Eicosanoids metabolized through LOX distinguish asthma-COPD overlap from COPD by metabolomics study
- PMID: 31496676
- PMCID: PMC6689553
- DOI: 10.2147/COPD.S207023
Eicosanoids metabolized through LOX distinguish asthma-COPD overlap from COPD by metabolomics study
Abstract
Background and objective: The prevalence of asthma is greater than 20% in patients previously diagnosed with COPD. Patients with asthma-COPD overlap (ACO) are at risk of rapid progression of disease and severe exacerbations. However, in some patients with ACO, a clear distinction from COPD is very difficult by using physiological testing techniques. This study aimed to apply a novel metabolomic approach to identify the metabolites in sera in order to distinguish ACO from COPD.
Methods: In the study, blood samples were collected from patients with COPD, ACO, and healthy controls.

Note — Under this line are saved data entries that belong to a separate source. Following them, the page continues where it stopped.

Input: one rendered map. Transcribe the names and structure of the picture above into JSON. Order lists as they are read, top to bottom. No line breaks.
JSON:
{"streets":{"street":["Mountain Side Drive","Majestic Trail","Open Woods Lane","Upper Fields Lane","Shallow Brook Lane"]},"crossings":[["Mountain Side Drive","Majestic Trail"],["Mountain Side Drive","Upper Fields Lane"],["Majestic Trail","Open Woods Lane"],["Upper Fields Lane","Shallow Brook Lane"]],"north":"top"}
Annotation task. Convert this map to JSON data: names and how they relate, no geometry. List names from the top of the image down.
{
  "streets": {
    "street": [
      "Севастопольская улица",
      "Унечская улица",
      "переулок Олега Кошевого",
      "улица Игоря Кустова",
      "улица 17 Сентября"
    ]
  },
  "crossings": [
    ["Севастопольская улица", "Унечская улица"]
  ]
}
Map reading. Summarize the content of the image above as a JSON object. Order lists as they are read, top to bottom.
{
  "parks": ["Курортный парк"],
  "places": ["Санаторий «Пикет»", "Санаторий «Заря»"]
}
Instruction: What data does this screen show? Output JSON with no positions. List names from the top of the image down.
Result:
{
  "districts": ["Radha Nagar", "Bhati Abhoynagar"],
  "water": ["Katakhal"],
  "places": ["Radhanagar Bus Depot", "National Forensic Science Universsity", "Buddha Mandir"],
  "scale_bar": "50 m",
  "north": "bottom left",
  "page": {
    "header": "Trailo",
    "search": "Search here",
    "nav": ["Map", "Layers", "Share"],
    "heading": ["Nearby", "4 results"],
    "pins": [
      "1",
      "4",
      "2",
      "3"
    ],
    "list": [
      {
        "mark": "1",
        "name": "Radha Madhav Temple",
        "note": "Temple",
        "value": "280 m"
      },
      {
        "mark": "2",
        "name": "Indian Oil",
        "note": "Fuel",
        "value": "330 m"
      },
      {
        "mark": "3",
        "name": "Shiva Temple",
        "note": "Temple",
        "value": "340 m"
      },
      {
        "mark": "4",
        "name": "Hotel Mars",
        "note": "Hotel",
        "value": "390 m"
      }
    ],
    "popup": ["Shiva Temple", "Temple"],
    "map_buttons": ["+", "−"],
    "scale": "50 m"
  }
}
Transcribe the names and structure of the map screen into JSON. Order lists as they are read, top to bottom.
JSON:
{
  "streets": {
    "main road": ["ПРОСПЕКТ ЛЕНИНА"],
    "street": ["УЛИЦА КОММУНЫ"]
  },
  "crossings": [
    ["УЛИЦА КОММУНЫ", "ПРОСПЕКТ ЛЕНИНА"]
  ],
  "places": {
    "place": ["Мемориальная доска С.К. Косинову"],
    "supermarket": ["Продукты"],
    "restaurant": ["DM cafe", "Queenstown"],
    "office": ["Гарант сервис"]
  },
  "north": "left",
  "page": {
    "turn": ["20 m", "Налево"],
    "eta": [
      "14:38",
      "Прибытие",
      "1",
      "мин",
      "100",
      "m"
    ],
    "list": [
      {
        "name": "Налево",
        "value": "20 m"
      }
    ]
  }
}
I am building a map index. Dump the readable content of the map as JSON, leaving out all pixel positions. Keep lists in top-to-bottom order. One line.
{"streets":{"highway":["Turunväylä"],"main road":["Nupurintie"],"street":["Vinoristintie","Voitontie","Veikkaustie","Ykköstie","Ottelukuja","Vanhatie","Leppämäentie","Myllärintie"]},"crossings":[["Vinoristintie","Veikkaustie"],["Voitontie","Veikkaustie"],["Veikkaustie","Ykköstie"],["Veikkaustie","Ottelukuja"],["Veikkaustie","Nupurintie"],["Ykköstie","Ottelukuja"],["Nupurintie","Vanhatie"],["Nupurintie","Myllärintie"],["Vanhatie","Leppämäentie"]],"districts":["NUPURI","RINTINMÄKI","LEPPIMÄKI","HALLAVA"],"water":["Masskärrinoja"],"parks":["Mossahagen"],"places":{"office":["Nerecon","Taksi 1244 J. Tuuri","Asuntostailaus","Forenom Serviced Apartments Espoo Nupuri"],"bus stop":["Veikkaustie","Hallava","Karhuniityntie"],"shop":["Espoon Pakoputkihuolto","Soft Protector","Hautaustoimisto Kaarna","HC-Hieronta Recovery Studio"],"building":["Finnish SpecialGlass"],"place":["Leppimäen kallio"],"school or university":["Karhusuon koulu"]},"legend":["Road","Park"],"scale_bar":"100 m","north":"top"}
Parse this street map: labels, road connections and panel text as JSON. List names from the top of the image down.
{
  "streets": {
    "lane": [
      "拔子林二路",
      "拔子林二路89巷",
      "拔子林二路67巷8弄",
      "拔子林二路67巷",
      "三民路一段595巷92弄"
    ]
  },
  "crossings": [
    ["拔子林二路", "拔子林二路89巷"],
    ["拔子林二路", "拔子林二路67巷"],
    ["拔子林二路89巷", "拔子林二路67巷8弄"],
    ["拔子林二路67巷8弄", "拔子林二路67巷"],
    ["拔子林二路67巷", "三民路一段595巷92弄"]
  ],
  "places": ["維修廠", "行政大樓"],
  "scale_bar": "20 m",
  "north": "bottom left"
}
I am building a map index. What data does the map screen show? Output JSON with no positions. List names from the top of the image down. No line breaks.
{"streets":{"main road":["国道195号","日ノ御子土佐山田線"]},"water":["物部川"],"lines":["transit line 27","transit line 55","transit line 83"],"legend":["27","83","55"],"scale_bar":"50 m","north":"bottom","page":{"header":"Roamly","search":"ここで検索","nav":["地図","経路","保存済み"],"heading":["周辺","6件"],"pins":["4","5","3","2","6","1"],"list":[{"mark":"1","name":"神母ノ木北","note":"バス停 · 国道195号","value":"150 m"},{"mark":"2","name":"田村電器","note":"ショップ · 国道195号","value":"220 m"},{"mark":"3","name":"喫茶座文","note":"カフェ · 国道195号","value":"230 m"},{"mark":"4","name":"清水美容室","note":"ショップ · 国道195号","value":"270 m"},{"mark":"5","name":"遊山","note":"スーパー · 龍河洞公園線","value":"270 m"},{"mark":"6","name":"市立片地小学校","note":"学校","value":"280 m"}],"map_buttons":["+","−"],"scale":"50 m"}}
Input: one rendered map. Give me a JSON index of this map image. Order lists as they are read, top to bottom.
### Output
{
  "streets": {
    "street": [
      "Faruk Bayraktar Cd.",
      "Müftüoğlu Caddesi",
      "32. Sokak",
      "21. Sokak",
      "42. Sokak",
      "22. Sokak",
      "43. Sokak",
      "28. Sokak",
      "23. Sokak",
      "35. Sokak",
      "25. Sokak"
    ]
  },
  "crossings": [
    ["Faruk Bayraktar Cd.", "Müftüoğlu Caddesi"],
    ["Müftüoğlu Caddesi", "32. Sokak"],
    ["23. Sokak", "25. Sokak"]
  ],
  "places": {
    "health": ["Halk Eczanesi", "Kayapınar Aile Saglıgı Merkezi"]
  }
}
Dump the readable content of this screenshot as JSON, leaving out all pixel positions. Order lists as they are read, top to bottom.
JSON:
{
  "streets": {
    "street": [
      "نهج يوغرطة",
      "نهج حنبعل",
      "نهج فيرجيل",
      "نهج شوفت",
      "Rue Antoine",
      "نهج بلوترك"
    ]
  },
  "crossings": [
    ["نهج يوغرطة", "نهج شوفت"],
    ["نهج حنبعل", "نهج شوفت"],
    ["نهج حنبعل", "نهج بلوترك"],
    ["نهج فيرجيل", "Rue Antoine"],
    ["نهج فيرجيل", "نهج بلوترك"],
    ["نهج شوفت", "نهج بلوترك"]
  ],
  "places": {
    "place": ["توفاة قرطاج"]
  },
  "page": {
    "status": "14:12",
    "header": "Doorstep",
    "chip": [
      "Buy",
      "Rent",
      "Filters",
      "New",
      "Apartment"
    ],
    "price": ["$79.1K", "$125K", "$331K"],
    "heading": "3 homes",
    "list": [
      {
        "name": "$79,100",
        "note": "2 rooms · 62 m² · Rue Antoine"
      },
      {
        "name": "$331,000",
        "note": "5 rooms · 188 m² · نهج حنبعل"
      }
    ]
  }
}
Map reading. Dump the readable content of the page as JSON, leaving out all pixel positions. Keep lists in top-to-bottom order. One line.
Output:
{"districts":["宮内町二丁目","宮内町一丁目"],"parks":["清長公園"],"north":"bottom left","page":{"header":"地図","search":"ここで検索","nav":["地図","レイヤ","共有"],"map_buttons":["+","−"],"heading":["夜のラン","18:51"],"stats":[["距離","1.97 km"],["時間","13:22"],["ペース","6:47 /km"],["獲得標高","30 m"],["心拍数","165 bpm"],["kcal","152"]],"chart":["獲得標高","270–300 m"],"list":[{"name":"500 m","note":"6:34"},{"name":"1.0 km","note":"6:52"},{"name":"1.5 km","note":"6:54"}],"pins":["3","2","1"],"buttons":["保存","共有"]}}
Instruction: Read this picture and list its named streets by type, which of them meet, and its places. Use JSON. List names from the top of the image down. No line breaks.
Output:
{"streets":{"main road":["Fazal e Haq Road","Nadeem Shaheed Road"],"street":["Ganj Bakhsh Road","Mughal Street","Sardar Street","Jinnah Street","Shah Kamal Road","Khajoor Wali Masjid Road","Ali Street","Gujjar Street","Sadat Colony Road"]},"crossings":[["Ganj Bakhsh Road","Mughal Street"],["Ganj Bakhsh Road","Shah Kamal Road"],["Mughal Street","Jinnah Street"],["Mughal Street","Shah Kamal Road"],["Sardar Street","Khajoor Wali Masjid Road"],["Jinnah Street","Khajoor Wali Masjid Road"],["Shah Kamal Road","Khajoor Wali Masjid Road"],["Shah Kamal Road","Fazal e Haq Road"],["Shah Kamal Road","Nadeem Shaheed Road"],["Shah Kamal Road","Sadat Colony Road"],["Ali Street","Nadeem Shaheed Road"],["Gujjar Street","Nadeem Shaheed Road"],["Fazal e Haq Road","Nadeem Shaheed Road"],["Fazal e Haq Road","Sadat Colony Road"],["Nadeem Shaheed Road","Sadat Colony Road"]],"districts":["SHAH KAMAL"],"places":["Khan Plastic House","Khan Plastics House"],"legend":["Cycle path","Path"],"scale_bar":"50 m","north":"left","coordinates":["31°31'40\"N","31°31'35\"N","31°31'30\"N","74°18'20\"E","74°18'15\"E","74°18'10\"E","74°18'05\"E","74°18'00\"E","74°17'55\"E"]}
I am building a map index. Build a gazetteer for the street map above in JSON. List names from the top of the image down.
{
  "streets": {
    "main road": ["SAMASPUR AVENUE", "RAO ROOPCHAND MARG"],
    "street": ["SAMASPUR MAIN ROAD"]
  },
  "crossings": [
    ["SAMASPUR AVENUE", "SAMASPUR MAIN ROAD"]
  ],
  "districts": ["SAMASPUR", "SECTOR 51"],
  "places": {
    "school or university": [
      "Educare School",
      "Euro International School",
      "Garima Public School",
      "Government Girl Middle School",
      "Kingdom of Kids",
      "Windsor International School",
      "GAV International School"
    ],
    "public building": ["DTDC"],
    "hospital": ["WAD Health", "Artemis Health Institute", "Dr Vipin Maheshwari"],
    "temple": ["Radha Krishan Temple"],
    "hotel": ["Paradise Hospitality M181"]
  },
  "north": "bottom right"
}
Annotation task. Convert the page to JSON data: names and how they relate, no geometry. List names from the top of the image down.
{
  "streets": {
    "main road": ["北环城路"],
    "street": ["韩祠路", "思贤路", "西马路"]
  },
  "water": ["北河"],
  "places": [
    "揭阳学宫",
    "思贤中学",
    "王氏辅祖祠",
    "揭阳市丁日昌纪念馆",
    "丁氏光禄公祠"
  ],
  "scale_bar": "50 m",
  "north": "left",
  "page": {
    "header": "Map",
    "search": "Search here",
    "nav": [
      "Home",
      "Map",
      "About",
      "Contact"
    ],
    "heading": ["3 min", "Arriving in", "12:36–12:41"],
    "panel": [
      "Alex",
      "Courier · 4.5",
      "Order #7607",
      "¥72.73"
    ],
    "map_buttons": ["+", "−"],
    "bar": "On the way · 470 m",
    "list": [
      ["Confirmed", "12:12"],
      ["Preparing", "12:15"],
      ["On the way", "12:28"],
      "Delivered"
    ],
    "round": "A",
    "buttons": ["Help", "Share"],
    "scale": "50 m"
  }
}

Cholamine derivatization-ultrahigh performance liquid chromatography-quadrupole time-of-flight mass spectrometry (UHPLC-Q-TOF/MS) was used to investigate serum metabolites of eicosanoids.
Results: A clear intergroup separation existed between the patients with ACO and those with COPD, while ACO tends to have higher serum metabolic levels of eicosanoids. A robust Orthogonal Projections to Latent Structures-Discriminant Analysis (OPLS-DA) model was found for discriminating between ACO and COPD (R2Y =0.81, Q2=0.79). In addition, there is a significant correlation between some metabolites and clinical indicators, such as hydroxyeicosatetraenoic acids (HETEs), hydroperoxyeicosatetraenoic acids (HPETEs) and FEV1/FVC. The higher values of area under the receiver operating characteristic curves (ROC) of HETEs, which were metabolized from HPETEs through lipoxygenase (LOX), indicated that they should be the potential biomarkers to distinguish ACO from COPD.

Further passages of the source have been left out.